■ What this task involves:
Repeat every entry exactly as given.

· · · ·

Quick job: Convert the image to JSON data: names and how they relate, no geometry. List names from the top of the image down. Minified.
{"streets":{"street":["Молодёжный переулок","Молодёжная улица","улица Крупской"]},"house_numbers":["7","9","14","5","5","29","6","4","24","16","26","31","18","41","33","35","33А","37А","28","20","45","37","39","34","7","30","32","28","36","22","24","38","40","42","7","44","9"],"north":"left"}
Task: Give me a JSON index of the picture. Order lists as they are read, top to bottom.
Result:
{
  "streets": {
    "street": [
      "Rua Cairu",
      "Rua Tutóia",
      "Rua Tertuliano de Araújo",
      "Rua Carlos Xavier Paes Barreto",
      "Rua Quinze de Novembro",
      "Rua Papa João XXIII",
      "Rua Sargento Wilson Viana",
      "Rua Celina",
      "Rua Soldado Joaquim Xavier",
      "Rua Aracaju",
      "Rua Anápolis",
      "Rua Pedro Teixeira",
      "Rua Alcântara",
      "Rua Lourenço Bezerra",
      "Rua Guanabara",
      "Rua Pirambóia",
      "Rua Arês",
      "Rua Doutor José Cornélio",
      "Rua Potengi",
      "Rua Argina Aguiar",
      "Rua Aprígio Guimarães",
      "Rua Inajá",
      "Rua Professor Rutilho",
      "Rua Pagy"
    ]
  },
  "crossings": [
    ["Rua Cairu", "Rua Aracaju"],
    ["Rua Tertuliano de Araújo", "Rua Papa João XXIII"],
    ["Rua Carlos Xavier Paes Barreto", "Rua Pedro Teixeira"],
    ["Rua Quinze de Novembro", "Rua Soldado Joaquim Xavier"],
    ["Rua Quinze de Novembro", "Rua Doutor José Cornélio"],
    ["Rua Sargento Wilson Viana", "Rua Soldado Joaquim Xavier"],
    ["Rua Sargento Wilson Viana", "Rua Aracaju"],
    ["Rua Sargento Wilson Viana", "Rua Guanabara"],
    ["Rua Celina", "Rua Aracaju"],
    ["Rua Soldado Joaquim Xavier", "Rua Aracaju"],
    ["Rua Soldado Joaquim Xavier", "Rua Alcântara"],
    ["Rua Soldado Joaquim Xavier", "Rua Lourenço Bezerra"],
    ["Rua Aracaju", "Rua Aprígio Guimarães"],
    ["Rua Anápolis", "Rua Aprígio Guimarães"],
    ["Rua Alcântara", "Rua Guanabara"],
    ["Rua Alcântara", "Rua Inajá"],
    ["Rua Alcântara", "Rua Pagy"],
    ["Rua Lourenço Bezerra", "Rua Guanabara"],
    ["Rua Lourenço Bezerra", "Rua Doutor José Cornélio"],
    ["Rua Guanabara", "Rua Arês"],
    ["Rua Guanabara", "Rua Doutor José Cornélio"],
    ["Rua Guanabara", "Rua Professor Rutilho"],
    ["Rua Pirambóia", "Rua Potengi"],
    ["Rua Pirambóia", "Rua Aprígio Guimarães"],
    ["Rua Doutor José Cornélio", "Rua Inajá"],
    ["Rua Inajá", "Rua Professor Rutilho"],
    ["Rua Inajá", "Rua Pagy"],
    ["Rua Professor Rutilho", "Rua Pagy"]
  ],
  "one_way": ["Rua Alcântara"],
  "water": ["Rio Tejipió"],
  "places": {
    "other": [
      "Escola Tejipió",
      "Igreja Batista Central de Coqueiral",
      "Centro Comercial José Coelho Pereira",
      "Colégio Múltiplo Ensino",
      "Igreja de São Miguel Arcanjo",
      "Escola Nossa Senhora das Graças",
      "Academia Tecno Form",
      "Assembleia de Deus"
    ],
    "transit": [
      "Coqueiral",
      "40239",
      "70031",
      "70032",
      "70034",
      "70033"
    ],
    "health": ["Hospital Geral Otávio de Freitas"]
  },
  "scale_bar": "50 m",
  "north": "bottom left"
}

· · · ·

■ Solution to this exercise:
Quick job: Convert the image to JSON data: names and how they relate, no geometry. List names from the top of the image down. Minified.
{"streets":{"street":["Молодёжный переулок","Молодёжная улица","улица Крупской"]},"house_numbers":["7","9","14","5","5","29","6","4","24","16","26","31","18","41","33","35","33А","37А","28","20","45","37","39","34","7","30","32","28","36","22","24","38","40","42","7","44","9"],"north":"left"}
Task: Give me a JSON index of the picture. Order lists as they are read, top to bottom.
Result:
{
  "streets": {
    "street": [
      "Rua Cairu",
      "Rua Tutóia",
      "Rua Tertuliano de Araújo",
      "Rua Carlos Xavier Paes Barreto",
      "Rua Quinze de Novembro",
      "Rua Papa João XXIII",
      "Rua Sargento Wilson Viana",
      "Rua Celina",
      "Rua Soldado Joaquim Xavier",
      "Rua Aracaju",
      "Rua Anápolis",
      "Rua Pedro Teixeira",
      "Rua Alcântara",
      "Rua Lourenço Bezerra",
      "Rua Guanabara",
      "Rua Pirambóia",
      "Rua Arês",
      "Rua Doutor José Cornélio",
      "Rua Potengi",
      "Rua Argina Aguiar",
      "Rua Aprígio Guimarães",
      "Rua Inajá",
      "Rua Professor Rutilho",
      "Rua Pagy"
    ]
  },
  "crossings": [
    ["Rua Cairu", "Rua Aracaju"],
    ["Rua Tertuliano de Araújo", "Rua Papa João XXIII"],
    ["Rua Carlos Xavier Paes Barreto", "Rua Pedro Teixeira"],
    ["Rua Quinze de Novembro", "Rua Soldado Joaquim Xavier"],
    ["Rua Quinze de Novembro", "Rua Doutor José Cornélio"],
    ["Rua Sargento Wilson Viana", "Rua Soldado Joaquim Xavier"],
    ["Rua Sargento Wilson Viana", "Rua Aracaju"],
    ["Rua Sargento Wilson Viana", "Rua Guanabara"],
    ["Rua Celina", "Rua Aracaju"],
    ["Rua Soldado Joaquim Xavier", "Rua Aracaju"],
    ["Rua Soldado Joaquim Xavier", "Rua Alcântara"],
    ["Rua Soldado Joaquim Xavier", "Rua Lourenço Bezerra"],
    ["Rua Aracaju", "Rua Aprígio Guimarães"],
    ["Rua Anápolis", "Rua Aprígio Guimarães"],
    ["Rua Alcântara", "Rua Guanabara"],
    ["Rua Alcântara", "Rua Inajá"],
    ["Rua Alcântara", "Rua Pagy"],
    ["Rua Lourenço Bezerra", "Rua Guanabara"],
    ["Rua Lourenço Bezerra", "Rua Doutor José Cornélio"],
    ["Rua Guanabara", "Rua Arês"],
    ["Rua Guanabara", "Rua Doutor José Cornélio"],
    ["Rua Guanabara", "Rua Professor Rutilho"],
    ["Rua Pirambóia", "Rua Potengi"],
    ["Rua Pirambóia", "Rua Aprígio Guimarães"],
    ["Rua Doutor José Cornélio", "Rua Inajá"],
    ["Rua Inajá", "Rua Professor Rutilho"],
    ["Rua Inajá", "Rua Pagy"],
    ["Rua Professor Rutilho", "Rua Pagy"]
  ],
  "one_way": ["Rua Alcântara"],
  "water": ["Rio Tejipió"],
  "places": {
    "other": [
      "Escola Tejipió",
      "Igreja Batista Central de Coqueiral",
      "Centro Comercial José Coelho Pereira",
      "Colégio Múltiplo Ensino",
      "Igreja de São Miguel Arcanjo",
      "Escola Nossa Senhora das Graças",
      "Academia Tecno Form",
      "Assembleia de Deus"
    ],
    "transit": [
      "Coqueiral",
      "40239",
      "70031",
      "70032",
      "70034",
      "70033"
    ],
    "health": ["Hospital Geral Otávio de Freitas"]
  },
  "scale_bar": "50 m",
  "north": "bottom left"
}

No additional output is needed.